C’est ce premier travail qui est rappelé par le 1er surveillant à l’ouverture et à la fermeture de travaux à chaque tenue. Il demande la lumière pour les néophytes lors de la cérémonie d'initiation et le reformule à chaque tenue.
Son pilier de style Dorique, le style le plus ancien des 3, qui suggère la robustesse et la sobriété.
C’est lui qui symbolise la rigueur et la discipline de la loge.
Il transmet cette persévérance dont nous avons besoin puisqu’il indique là où les ouvriers perçoivent leur salaire.
En effet notre intérêt de cherchant réside davantage dans la construction que dans l'achèvement, ainsi nous comprenons que nous ne serons jamais plus riches qu’en parcourant nous-même le chemin.
C’est une force motrice pour l’initié qui a compris cela, le relais inséparable de la sagesse et de la beauté.
Nous sommes appelés lors de notre serment à fuir le vice et pratiquer la vertu pour en faire un principe de droiture. Par-là, la Force en Franc Maçonnerie est également chevaleresque au sens noble du terme.
Elle est une des vertus cardinales décrites dans l'Antiquité par Aristote puis reprises par Thomas d’Aquin, en complément de la Prudence, la Tempérance et la Justice. Elle n’est pas la force physique mais la force d’âme.
Cette force morale renforce notre capacité à nous interroger, c’est dans l’esprit et le mental que la véritable force individuelle se situe.
Elle est l'énergie à mobiliser pour surmonter les épreuves, c’est la persévérance du cabinet de réflexion.
Le pendant inévitable de notre force est la faiblesse, inconsciente, inerrante, et nous faisant dévier du chemin. C’est éternelle combat en nous même que nous devons travailler continuellement pour trouver l’équilibre.
Et bien au delà de tout cela, en Franc Maçonnerie, nous avons le privilège de pouvoir travailler individuellement au travers d’un échange collectif.
La fraternité est la force d’une loge, c’est son essence, C’est le ciment qui nous relie.
La cohésion des membres d’un groupe est une force collective, une dynamique de groupe, la plus puissante.
L'égrégore est primordiale à nos travaux, pour qu’ils se déroulent avec force et vigueur.
Chaque loge à son énergie, unique, et c’est à nous qu’il revient de faire perdurer la nôtre.

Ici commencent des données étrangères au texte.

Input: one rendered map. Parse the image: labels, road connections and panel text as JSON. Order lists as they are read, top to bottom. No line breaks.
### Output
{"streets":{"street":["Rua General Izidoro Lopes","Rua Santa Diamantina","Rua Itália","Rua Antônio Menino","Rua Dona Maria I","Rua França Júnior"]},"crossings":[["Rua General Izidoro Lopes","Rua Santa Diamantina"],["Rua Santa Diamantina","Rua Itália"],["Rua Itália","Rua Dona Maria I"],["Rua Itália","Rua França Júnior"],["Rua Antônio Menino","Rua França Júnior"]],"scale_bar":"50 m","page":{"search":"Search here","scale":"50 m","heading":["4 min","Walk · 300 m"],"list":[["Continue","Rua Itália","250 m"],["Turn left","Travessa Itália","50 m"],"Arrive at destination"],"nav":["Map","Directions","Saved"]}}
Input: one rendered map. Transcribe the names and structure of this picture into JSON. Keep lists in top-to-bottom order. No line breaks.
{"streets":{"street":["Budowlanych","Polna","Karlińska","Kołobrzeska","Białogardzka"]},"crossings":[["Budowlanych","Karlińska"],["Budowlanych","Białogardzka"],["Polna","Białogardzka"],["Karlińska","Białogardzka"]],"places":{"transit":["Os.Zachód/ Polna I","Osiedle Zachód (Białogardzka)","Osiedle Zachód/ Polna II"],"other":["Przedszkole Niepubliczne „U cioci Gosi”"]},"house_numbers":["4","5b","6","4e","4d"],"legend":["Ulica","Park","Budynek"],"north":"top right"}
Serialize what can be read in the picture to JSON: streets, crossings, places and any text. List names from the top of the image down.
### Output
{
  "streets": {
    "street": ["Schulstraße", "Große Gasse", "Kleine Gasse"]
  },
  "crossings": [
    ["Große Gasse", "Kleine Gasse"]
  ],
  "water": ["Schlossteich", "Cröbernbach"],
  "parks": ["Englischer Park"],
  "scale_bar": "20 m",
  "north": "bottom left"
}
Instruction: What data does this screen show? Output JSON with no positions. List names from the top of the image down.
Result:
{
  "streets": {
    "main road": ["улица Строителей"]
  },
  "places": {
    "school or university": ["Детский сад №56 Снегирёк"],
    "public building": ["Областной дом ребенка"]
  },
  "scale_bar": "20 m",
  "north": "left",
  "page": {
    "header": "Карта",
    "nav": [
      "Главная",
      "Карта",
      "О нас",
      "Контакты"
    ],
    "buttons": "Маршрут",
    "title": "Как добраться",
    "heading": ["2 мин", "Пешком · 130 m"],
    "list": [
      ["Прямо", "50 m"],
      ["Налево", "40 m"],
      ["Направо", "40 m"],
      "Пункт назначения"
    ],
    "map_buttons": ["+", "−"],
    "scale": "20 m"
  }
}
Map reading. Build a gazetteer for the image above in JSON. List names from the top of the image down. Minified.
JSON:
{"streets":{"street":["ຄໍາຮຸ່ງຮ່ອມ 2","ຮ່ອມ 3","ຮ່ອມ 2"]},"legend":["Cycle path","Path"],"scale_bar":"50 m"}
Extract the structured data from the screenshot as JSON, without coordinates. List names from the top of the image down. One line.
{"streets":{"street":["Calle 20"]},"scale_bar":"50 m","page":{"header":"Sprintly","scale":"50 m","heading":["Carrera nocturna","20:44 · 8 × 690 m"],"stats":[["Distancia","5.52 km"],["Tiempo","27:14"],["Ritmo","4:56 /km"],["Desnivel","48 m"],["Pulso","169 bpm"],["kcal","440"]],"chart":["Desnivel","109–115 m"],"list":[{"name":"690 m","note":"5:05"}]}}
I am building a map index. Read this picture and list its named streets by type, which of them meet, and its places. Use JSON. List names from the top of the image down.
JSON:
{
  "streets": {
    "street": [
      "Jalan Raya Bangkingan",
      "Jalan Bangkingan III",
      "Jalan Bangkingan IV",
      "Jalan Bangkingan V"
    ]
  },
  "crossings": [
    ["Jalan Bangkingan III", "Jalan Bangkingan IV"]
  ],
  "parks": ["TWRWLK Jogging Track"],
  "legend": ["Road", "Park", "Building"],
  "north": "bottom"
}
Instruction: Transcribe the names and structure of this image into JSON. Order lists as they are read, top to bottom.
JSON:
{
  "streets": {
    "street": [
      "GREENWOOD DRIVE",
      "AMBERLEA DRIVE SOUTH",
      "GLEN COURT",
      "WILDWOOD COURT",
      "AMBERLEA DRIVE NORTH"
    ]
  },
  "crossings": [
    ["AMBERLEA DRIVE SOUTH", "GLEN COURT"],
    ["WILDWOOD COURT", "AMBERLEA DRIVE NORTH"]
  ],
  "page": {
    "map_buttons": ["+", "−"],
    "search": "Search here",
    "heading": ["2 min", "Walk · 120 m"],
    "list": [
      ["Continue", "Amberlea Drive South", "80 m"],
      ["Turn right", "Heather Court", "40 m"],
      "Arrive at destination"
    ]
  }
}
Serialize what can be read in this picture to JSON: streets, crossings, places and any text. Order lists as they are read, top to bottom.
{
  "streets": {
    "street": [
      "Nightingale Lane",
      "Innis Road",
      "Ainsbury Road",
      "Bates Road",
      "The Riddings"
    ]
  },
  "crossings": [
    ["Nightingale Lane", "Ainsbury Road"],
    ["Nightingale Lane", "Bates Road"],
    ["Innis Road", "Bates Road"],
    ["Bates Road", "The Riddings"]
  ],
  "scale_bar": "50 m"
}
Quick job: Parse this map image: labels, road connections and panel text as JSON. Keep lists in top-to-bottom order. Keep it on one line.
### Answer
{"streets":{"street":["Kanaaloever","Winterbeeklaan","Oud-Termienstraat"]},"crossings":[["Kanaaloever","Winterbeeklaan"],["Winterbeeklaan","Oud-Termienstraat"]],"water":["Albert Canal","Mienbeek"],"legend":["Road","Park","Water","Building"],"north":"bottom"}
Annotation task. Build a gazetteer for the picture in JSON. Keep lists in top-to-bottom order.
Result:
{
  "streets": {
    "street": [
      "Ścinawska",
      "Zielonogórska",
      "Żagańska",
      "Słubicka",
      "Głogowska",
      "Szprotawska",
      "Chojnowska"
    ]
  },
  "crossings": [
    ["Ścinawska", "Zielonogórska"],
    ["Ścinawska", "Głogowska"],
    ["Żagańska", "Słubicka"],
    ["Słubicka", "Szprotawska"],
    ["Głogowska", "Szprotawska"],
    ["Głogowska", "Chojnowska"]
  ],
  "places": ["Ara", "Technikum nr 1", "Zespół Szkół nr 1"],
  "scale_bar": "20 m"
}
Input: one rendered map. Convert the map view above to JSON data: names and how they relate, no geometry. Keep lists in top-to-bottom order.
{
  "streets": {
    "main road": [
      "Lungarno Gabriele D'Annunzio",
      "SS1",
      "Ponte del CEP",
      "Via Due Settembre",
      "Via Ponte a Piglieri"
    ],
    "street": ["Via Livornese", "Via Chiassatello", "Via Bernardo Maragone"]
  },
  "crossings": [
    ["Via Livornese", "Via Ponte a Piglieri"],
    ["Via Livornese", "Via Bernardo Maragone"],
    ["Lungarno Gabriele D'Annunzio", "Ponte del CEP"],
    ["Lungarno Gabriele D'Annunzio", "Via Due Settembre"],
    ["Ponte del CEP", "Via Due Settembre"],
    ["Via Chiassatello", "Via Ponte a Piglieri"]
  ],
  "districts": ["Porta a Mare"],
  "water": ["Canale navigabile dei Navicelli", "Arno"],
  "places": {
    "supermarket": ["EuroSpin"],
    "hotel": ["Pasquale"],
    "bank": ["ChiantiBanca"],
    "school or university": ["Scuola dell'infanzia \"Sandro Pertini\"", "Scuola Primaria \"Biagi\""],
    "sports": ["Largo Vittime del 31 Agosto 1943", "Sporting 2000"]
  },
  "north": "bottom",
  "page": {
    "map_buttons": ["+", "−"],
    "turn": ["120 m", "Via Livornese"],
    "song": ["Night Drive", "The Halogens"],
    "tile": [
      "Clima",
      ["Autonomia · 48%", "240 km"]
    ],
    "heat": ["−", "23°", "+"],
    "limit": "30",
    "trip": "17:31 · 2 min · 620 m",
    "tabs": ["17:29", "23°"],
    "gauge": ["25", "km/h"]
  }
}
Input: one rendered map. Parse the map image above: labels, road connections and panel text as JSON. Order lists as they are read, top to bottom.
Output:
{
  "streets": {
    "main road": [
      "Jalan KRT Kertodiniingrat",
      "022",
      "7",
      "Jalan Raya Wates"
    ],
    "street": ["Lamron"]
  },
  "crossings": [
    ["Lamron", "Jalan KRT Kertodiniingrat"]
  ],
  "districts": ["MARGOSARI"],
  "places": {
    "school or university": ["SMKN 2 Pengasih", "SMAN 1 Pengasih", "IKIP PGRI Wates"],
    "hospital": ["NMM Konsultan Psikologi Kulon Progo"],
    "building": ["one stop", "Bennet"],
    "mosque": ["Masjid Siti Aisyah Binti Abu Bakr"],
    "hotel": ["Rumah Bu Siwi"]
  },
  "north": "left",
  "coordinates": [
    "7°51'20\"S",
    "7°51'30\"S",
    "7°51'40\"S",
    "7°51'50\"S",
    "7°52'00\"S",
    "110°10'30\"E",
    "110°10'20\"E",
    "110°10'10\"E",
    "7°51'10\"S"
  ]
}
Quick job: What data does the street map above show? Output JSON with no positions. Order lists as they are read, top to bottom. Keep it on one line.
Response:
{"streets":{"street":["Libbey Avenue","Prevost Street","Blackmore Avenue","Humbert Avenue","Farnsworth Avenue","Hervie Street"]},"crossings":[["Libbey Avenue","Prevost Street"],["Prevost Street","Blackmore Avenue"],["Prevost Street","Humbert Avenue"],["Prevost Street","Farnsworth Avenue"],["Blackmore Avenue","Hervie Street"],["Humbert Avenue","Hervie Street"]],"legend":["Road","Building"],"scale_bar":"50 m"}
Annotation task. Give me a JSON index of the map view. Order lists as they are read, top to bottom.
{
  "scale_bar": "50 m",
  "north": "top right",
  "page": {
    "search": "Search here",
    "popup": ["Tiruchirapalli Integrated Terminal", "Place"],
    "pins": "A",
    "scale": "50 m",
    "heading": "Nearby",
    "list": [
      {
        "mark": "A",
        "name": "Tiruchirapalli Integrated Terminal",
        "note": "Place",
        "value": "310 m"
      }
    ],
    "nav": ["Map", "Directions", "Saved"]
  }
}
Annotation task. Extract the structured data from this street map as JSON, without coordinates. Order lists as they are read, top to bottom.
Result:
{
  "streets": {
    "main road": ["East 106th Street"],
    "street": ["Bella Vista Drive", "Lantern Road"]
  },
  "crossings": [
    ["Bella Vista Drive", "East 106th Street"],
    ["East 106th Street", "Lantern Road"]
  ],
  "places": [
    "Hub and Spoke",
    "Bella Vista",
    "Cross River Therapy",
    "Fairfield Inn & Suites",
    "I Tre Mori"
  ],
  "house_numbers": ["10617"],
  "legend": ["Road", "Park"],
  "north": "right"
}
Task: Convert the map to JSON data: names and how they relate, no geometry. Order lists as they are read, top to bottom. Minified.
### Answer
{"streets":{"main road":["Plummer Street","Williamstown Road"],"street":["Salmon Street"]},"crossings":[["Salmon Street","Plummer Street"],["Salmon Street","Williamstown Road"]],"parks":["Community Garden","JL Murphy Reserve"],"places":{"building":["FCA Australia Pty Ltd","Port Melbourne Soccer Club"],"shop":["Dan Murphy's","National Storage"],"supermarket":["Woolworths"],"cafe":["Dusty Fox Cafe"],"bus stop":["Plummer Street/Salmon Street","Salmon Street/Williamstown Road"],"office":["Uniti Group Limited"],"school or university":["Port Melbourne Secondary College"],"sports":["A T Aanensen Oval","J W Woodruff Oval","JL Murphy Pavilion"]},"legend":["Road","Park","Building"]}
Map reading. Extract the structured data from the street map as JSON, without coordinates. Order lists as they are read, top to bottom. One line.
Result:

C’est notre œuvre collective.
Si je suis une pierre taillée, alors celle qui m’a précédé l’était aussi et celle après moi le sera également.
C’est donc avec bienveillance que chaque membre va éclairer les autres et ainsi la force de chacun pourra s'exprimer au travers de celle des autres et c’est peut être pour cela qu’à la clôture des travaux, en réponse au soutien de la force de l’ouverture, il est invoqué :
“Que l’amour règne parmi les hommes”.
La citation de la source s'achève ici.